To paraphrase the Haggadah, I am a woman of nearly 70, but I can't remember ever before having called a rabbi by their first name.

Rav Shai?!

Where on earth did that come from?

When I was a kid growing up in South Jersey (er, southern New Jersey) in the 50s and 60s, it would have been unthinkable to call a rabbi by his first name.  (Yes, "his"--all rabbis were male, at that time.)  Even after I moved to New York City and joined first a Reconstructionist, then a Conservative synagogue, I continued to call my rabbis by their last names, as did most of the other congregants.

In fact, when women first began being ordained as rabbis and cantors, I found it downright offensive that they were frequently called by their first names.  Why should it be Rabbi or Cantor Last-Name for a man but Rabbi or Cantor First-Name for a woman?  Was a woman's rabbinical or cantorial ordination worth less than a man's, that she should be treated with less respect?

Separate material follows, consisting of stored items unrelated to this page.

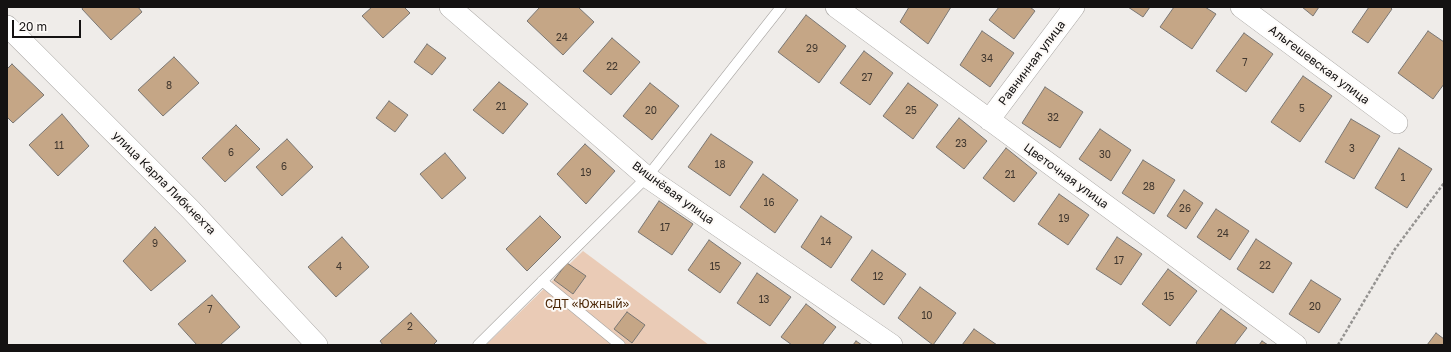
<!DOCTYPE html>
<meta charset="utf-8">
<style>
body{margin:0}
#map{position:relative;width:1451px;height:352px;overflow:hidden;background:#efece9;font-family:"Golos Text",sans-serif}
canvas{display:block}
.frame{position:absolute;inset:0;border:8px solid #141212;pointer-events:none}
.scale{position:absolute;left:12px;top:20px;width:69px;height:18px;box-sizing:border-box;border:2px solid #141212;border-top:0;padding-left:5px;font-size:12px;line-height:14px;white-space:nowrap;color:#141212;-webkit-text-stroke:3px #fcf9f6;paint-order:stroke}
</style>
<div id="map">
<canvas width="1451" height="352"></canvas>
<div class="frame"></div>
<div class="scale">20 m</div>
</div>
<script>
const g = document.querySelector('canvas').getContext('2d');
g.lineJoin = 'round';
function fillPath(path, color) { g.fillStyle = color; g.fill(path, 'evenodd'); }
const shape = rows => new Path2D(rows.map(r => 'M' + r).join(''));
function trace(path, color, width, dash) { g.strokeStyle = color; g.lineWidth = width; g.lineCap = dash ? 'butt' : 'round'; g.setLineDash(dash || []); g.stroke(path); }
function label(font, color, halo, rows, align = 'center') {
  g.font = font + ' "Golos Text",sans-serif'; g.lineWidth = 4; g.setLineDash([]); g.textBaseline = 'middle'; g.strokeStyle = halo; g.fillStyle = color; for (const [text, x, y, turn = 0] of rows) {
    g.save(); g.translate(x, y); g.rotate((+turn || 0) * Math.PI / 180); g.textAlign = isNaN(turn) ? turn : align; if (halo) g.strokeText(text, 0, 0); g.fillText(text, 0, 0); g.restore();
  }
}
fillPath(shape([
 [583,251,709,345,486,345]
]), '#eacbb6');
const building = shape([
 [83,7,138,7,142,12,111,40,82,9,83,7],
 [372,7,404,7,410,13,383,38,362,16,372,7],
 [540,7,578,7,594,22,563,55,527,21,540,7],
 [909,7,951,7,928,44,900,22,909,7],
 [999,7,1030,7,1035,11,1014,39,989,20,999,7],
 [1128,7,1150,7,1143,17,1128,7],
 [1174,7,1205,7,1216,14,1192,49,1160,27,1174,7],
 [1302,7,1319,7,1313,16,1302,7],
 [1369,7,1390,7,1392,9,1368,43,1352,32,1369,7],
 [806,15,846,46,819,83,778,52,806,15],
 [982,31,1014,53,990,87,960,65,982,31],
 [1428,31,1444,42,1444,84,1433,99,1398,73,1428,31],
 [1244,33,1273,54,1246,92,1216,71,1244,33],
 [612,38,640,62,611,95,583,71,612,38],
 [427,44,446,58,432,75,414,62,427,44],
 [864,51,893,73,870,105,840,83,864,51],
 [174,57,199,83,163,116,138,90,174,57],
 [12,64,44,95,13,123,7,117,7,69,12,64],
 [1303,76,1332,96,1300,142,1271,122,1303,76],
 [499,82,528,104,503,134,473,110,499,82],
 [650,83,679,106,652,140,623,116,650,83],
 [908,83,938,105,913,139,883,116,908,83],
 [1045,87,1083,112,1060,148,1022,123,1045,87],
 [389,101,408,115,395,132,376,118,389,101],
 [62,114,89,146,58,176,29,145,62,114],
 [959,118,987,141,964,169,936,147,959,118],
 [1351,119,1380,136,1354,179,1325,162,1351,119],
 [236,125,260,149,225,182,202,158,236,125],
 [1100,129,1131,150,1111,181,1079,159,1100,129],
 [711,134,753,162,730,196,688,167,711,134],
 [287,139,313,167,282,196,256,167,287,139],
 [585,144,615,171,586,204,557,174,585,144],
 [1006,148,1037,173,1014,202,983,178,1006,148],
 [1399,148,1432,169,1407,208,1375,188,1399,148],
 [445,153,466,178,442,199,420,174,445,153],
 [1143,160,1175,180,1154,214,1122,193,1143,160],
 [763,174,798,200,775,233,740,207,763,174],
 [1184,190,1203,203,1186,229,1167,216,1184,190],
 [1059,194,1089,215,1068,245,1038,224,1059,194],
 [659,201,693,224,672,255,638,232,659,201],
 [1216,209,1249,231,1230,260,1197,237,1216,209],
 [540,216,561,237,527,271,506,249,540,216],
 [821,216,852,237,831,268,801,247,821,216],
 [155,227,186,261,151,291,123,261,155,227],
 [342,237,369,267,336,297,308,267,342,237],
 [1117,237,1142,254,1121,285,1096,269,1117,237],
 [1256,239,1292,263,1273,293,1237,269,1256,239],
 [709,240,741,263,720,293,688,270,709,240],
 [872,250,906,274,884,305,851,280,872,250],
 [567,263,586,276,573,294,554,280,567,263],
 [1168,269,1197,291,1170,326,1142,304,1168,269],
 [757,273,791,297,770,326,737,303,757,273],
 [1311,280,1341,299,1319,333,1289,314,1311,280],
 [920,287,956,313,933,345,898,318,920,287],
 [212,295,240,327,220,345,197,345,178,324,212,295],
 [806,304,836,327,822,345,792,345,781,337,806,304],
 [1221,309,1247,328,1234,345,1198,345,1196,343,1221,309],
 [627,312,645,325,632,343,614,329,627,312],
 [411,313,437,341,433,345,383,345,380,341,411,313],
 [974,329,997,345,962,345,974,329],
 [1436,333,1444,339,1444,345,1427,345,1436,333],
 [856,341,862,345,853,345,856,341],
 [1262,341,1268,345,1259,345,1262,341]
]);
fillPath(building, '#c5a686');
trace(building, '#7a7774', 1);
const service = shape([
 [542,281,620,345],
 [478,345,647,177,781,7]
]);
const minor = shape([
 [450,7,647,177,892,345],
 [836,7,1296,345],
 [1241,7,1397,123],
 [7,26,191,210,317,345],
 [989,120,1074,7]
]);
trace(service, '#a8a5a2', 11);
trace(minor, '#a8a5a2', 22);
trace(shape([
 [1338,345,1395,249,1444,183]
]), '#959391', 2.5, [3, 2]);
trace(service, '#fff', 10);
trace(minor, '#fff', 21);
label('10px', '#40372f', null, [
 ["24",562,38],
 ["29",812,49],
 ["34",987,59],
 ["7",1245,63],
 ["22",612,67],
 ["27",867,78],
 ["8",169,86],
 ["21",501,107],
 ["5",1302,109],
 ["20",651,111],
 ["25",911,111],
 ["32",1053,118],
 ["23",961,144],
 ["11",59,146],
 ["3",1352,149],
 ["6",231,153],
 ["30",1105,155],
 ["18",720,165],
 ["6",284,167],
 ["19",586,173],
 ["21",1010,175],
 ["1",1403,178],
 ["28",1149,187],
 ["16",769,203],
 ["26",1185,209],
 ["19",1064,219],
 ["17",665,228],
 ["24",1223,234],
 ["14",826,242],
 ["9",155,244],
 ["17",1119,261],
 ["22",1265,266],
 ["4",339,267],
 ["15",715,267],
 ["12",878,277],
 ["15",1169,297],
 ["13",764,300],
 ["20",1315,307],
 ["7",210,310],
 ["10",927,316],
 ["2",410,327]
]);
label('12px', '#141212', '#fcf9f6', [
 ["Равнинная улица",1032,63,-53],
 ["Альгешевская улица",1319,65,37],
 ["Цветочная улица",1066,176,36],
 ["улица Карла Либкнехта",164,183,45],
 ["Вишнёвая улица",673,193,36]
]);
label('12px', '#4c2808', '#fcf9f6', [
 ["СДТ «Южный»",587,304]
]);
</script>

But lately, I've noticed a shift in practice.  It started when an old friend roughly our age joined a Orthodox synagogue in which it was a given that the entire rabbinical staff was called by their first names.  All of a sudden, it was "Rav Avi" and "Rav Steven" and "Rabba Sara."  Was my Conservative background suddenly making me more traditional than the Traditional?

I guess I'm just catching up with the times.